== Your goal ==
One number is the whole answer: how many lines of the material hold "bounding".
START Records supplied
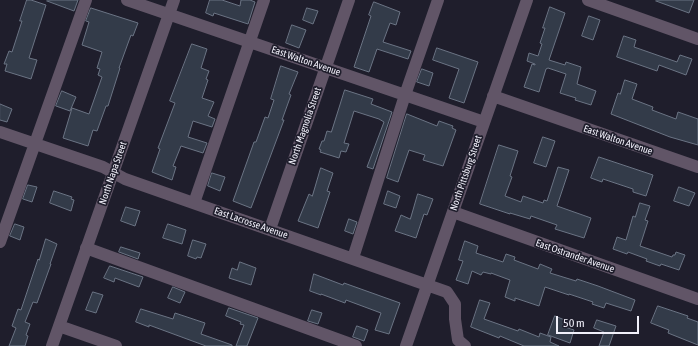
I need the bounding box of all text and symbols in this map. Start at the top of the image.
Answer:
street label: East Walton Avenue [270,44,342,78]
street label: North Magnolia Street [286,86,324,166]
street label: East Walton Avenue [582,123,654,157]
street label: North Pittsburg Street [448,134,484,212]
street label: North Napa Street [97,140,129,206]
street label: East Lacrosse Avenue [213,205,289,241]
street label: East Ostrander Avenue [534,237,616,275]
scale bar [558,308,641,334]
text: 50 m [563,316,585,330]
END Records supplied
START Records supplied
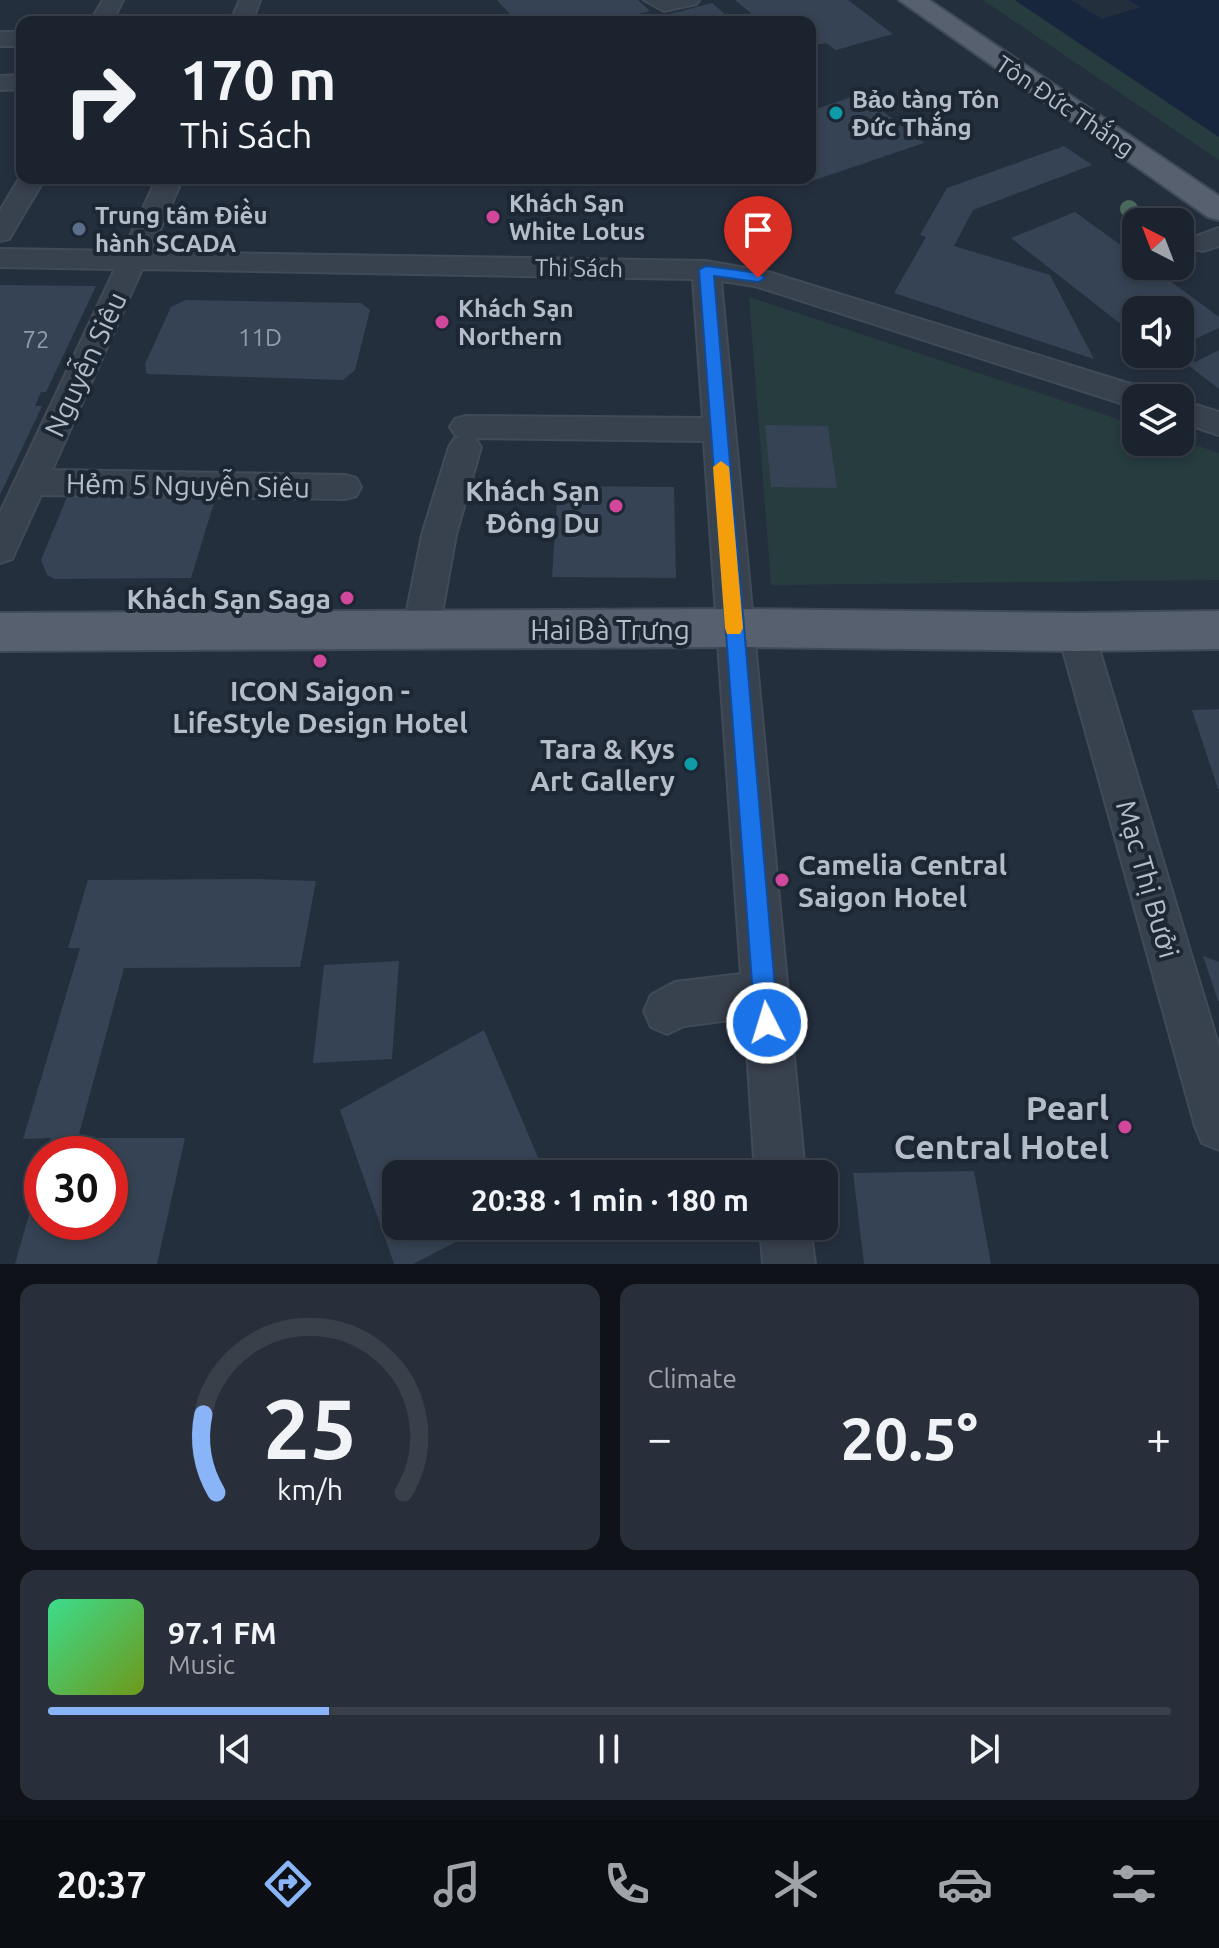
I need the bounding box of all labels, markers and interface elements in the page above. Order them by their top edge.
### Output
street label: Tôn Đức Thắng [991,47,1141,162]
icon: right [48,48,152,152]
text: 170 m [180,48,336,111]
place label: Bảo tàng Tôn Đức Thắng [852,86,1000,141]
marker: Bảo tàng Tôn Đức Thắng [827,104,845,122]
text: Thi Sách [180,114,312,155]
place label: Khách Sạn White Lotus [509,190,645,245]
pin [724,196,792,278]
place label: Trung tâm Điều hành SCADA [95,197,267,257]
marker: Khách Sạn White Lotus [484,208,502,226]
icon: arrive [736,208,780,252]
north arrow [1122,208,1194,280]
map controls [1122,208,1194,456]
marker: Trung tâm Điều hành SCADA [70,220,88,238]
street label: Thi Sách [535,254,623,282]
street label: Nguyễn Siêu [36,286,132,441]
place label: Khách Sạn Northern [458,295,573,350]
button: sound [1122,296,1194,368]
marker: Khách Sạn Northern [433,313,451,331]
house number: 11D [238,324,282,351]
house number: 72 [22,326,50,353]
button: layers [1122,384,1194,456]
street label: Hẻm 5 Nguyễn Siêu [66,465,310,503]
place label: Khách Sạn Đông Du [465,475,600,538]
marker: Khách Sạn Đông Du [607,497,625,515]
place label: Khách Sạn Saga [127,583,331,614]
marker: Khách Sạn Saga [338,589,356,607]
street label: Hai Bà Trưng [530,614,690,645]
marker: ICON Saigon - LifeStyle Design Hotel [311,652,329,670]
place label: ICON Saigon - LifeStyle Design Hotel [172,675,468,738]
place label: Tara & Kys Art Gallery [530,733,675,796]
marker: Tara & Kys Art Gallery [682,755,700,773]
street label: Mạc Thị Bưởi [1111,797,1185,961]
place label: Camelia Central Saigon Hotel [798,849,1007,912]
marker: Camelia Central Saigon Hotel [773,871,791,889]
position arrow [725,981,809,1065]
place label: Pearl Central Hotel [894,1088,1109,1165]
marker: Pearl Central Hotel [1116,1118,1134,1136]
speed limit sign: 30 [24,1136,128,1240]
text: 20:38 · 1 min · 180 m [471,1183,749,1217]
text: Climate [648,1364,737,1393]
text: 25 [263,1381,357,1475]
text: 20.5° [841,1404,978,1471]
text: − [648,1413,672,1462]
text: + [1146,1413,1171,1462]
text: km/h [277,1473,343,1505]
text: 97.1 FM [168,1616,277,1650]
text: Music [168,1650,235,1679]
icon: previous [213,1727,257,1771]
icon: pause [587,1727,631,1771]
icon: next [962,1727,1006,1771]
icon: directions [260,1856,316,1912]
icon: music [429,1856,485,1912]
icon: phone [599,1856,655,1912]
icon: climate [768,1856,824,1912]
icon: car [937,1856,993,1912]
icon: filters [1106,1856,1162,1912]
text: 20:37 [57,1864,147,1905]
END Records supplied
== Output ==
2